HBM est devenu l'un des produits les plus exigeants sur le plan technique dans le domaine des semi-conducteurs.

« Il a fallu beaucoup de temps pour que le HBM de Micron soit certifié », explique Khodjamirian. « Ce n'est pas facile à faire. »

Cette complexité crée un fossé que la mémoire des matières premières n'a jamais eu.

Plutôt que de concurrencer directement Micron ou SK Hynix Inc. (NASDAQ : SKHY) sur les serveurs d'IA alimentés par NVIDIA, Khodjamirian s'attend à ce que la société HBM produite en Chine reste largement intégrée à l'écosystème d'IA national chinois, au service d'entreprises telles que ByteDance et de fournisseurs de cloud locaux.

« Je ne pense pas que les constructeurs américains d'IA utiliseront HBM en provenance de Chine », a-t-il déclaré.

La demande chinoise dépasse déjà la capacité de production de CXMT, ce qui signifie que pratiquement toutes les puces fabriquées par l'entreprise sont consommées dans le pays.

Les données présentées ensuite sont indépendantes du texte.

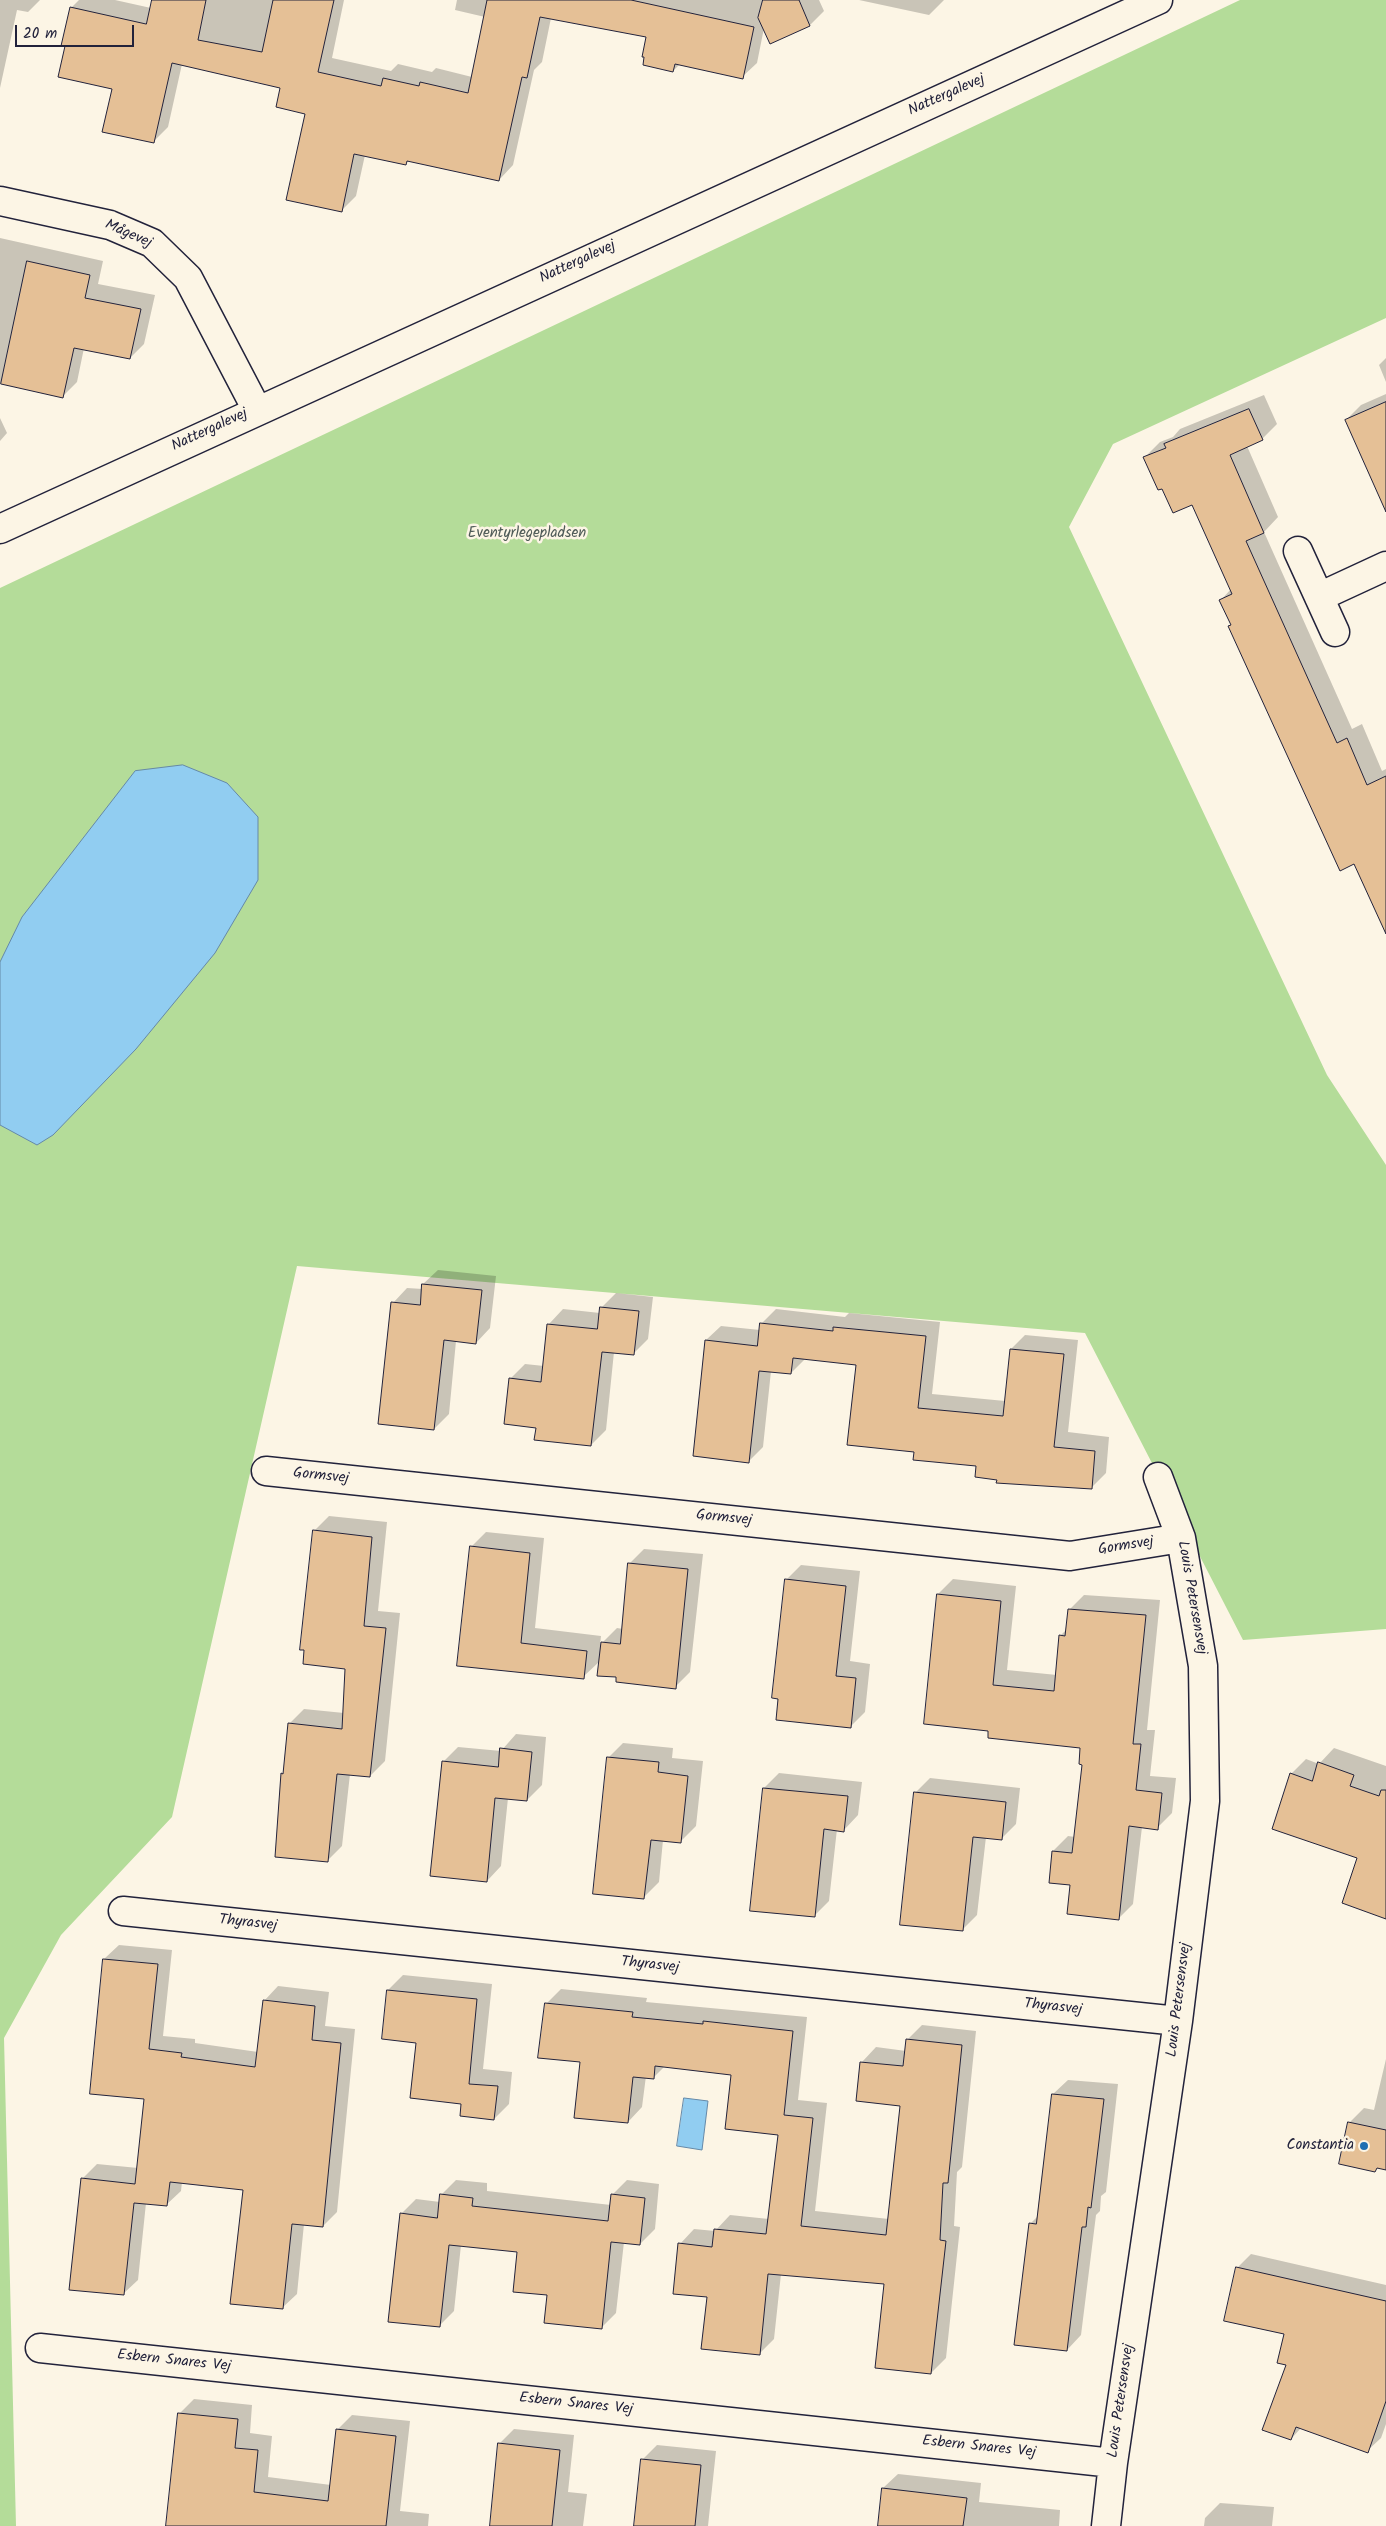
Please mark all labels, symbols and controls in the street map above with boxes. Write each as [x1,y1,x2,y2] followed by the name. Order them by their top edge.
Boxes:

Cela ne rend pas l'entreprise sans importance pour Micron.

Alors que les fabricants chinois de PC, de smartphones et de fournisseurs de cloud s'approvisionnent de plus en plus en mémoire auprès de fournisseurs nationaux, ils achètent de moins en moins de puces à des producteurs étrangers. Au fil du temps, cette substitution des importations modifie l'équilibre mondial entre l'offre et la demande.

« Leur capacité a un impact sur les marchés car il s'agit d'un cours mondial, comme les marchés du pétrole », a déclaré Khodjamirian.

Pourquoi Wall Street ne croit toujours pas au boom de la mémoire

Malgré des bénéfices records, les actions mémoires continuent de se négocier à des multiples de bénéfices prévisionnels à un chiffre.

Selon Khodjamirian, les investisseurs restent convaincus que le secteur se rapproche d'un nouveau pic cyclique.

Tema n'est pas d'accord.

« Nous pensons que le marché sous-estime à quel point ces entreprises signent des accords à long terme avec leurs clients et à quel point le secteur s'est transformé », a-t-il déclaré.

« Sans mémoire, ces modèles ne fonctionnent pas vraiment », a-t-il ajouté.

Il pense également que l'essor de l'IA agentique accélère cette tendance, car les systèmes d'IA autonomes nécessitent beaucoup plus de mémoire que les charges de travail des chatbots traditionnels.

« Nous pensons que le marché sous-estime à quel point ces entreprises signent des accords à long terme avec leurs clients et à quel point le secteur s'est transformé », a déclaré Yuri.